▸ PROBLEM DESCRIPTION: Begin with the first line of the entries below and reproduce each line exactly, ending with the line that holds "2px #d3cdc6) drop-shadow(0".

▸ INFORMATION SUPPLIED:
%%
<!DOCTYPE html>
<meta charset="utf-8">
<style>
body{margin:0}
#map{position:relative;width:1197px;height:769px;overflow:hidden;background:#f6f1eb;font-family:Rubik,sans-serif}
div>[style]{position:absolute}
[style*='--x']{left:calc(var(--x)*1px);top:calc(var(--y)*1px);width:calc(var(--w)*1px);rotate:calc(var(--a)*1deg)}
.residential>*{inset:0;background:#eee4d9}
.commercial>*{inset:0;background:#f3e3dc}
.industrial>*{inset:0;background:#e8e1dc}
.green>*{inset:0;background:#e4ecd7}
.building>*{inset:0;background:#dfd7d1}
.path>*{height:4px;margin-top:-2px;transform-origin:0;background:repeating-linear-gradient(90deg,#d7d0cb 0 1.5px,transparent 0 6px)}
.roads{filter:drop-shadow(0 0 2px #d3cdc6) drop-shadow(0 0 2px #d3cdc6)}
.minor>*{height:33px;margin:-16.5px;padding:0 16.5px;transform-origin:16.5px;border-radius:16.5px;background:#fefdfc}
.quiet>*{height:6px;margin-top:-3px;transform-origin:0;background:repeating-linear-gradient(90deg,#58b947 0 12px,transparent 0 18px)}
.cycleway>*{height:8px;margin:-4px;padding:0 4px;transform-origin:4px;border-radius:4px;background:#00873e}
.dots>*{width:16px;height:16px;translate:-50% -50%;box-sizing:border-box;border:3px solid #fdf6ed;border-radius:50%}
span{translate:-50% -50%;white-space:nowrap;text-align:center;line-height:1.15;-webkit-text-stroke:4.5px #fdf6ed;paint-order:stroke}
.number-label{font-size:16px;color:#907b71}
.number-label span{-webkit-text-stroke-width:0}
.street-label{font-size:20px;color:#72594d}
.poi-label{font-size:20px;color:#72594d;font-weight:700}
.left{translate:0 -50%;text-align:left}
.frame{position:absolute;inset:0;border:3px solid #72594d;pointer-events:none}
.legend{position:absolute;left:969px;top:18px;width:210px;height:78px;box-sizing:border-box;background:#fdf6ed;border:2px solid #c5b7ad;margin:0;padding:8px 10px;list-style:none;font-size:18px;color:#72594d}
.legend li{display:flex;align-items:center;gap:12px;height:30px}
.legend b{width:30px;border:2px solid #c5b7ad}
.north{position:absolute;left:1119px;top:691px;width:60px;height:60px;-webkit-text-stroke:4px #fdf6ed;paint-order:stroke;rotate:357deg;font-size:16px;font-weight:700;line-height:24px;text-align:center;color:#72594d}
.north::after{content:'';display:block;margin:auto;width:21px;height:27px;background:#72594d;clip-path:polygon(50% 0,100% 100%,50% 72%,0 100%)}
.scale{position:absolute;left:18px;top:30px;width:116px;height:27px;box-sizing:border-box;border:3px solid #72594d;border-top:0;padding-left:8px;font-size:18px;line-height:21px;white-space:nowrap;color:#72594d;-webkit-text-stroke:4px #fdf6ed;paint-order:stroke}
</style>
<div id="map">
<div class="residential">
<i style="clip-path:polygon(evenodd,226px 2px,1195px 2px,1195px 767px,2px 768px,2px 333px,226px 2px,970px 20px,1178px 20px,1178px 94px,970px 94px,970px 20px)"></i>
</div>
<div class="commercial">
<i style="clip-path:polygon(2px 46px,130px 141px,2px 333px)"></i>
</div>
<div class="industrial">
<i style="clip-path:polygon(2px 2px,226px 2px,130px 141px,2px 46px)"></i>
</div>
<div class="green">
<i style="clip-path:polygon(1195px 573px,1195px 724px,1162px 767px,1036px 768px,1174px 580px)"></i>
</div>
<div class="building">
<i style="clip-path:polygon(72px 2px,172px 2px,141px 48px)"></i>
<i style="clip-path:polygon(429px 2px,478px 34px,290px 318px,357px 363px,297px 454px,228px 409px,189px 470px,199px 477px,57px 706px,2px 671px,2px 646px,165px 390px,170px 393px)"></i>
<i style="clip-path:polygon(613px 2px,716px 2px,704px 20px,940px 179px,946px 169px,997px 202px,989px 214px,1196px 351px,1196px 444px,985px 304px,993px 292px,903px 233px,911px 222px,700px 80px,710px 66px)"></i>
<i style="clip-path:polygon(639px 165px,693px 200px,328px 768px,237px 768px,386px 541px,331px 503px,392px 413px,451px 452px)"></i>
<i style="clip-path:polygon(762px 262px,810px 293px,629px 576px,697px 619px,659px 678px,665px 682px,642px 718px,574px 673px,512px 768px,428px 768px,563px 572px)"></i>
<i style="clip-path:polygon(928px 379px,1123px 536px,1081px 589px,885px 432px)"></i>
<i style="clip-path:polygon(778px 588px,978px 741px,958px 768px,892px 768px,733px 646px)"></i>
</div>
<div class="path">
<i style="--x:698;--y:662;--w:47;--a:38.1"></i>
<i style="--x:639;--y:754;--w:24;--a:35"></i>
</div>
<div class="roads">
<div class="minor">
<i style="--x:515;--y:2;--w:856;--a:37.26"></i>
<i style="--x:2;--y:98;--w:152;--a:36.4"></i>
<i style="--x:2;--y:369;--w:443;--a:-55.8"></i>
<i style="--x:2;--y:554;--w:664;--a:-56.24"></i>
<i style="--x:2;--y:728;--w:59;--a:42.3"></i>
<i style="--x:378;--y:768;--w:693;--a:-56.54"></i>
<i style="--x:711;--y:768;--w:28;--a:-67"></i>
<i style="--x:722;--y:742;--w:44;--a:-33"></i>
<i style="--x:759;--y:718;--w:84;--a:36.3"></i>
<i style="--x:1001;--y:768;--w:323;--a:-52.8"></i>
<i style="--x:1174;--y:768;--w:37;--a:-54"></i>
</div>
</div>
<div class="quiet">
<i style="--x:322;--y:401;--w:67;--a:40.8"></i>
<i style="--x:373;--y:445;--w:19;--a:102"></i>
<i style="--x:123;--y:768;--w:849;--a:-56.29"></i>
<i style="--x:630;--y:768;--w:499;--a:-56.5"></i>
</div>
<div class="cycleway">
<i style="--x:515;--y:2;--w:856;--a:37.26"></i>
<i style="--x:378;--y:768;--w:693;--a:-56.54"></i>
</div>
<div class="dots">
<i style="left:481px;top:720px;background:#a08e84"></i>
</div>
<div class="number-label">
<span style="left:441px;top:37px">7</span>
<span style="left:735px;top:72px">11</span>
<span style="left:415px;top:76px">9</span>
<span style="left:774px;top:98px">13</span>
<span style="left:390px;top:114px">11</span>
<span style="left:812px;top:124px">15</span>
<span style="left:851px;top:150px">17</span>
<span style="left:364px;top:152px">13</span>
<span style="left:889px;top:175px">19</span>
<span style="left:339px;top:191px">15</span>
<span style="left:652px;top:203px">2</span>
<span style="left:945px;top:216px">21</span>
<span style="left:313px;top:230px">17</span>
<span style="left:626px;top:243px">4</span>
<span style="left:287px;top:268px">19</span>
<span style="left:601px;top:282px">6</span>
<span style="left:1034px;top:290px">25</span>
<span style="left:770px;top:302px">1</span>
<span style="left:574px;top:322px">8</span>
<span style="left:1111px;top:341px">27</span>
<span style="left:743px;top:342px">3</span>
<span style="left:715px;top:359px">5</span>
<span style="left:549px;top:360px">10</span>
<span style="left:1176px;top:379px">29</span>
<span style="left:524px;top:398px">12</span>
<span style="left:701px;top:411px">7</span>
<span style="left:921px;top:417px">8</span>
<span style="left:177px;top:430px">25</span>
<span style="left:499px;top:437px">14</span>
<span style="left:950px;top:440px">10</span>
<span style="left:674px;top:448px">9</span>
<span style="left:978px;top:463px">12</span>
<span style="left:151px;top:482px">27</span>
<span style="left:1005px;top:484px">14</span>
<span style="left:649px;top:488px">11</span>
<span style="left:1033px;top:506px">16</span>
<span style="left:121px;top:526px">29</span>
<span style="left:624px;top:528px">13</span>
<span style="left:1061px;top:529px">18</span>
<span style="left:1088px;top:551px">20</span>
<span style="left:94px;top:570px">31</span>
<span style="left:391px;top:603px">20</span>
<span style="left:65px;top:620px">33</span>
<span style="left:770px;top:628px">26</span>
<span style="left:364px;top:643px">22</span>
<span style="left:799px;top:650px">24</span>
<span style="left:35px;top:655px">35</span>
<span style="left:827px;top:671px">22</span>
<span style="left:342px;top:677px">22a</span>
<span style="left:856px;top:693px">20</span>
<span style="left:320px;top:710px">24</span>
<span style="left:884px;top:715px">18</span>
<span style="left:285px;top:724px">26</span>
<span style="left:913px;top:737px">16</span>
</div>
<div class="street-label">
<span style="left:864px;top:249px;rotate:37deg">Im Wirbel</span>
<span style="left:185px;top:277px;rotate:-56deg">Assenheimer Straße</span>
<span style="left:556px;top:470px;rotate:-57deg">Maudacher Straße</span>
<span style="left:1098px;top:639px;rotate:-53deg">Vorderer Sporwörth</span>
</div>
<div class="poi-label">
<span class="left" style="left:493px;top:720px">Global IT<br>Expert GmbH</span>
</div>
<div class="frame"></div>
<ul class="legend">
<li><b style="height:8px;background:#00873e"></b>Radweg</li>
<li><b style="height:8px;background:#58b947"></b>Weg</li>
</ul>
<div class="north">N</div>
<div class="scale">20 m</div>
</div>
%%
▸ WRITTEN RESPONSE:
<!DOCTYPE html>
<meta charset="utf-8">
<style>
body{margin:0}
#map{position:relative;width:1197px;height:769px;overflow:hidden;background:#f6f1eb;font-family:Rubik,sans-serif}
div>[style]{position:absolute}
[style*='--x']{left:calc(var(--x)*1px);top:calc(var(--y)*1px);width:calc(var(--w)*1px);rotate:calc(var(--a)*1deg)}
.residential>*{inset:0;background:#eee4d9}
.commercial>*{inset:0;background:#f3e3dc}
.industrial>*{inset:0;background:#e8e1dc}
.green>*{inset:0;background:#e4ecd7}
.building>*{inset:0;background:#dfd7d1}
.path>*{height:4px;margin-top:-2px;transform-origin:0;background:repeating-linear-gradient(90deg,#d7d0cb 0 1.5px,transparent 0 6px)}
.roads{filter:drop-shadow(0 0 2px #d3cdc6) drop-shadow(0 0 2px #d3cdc6)}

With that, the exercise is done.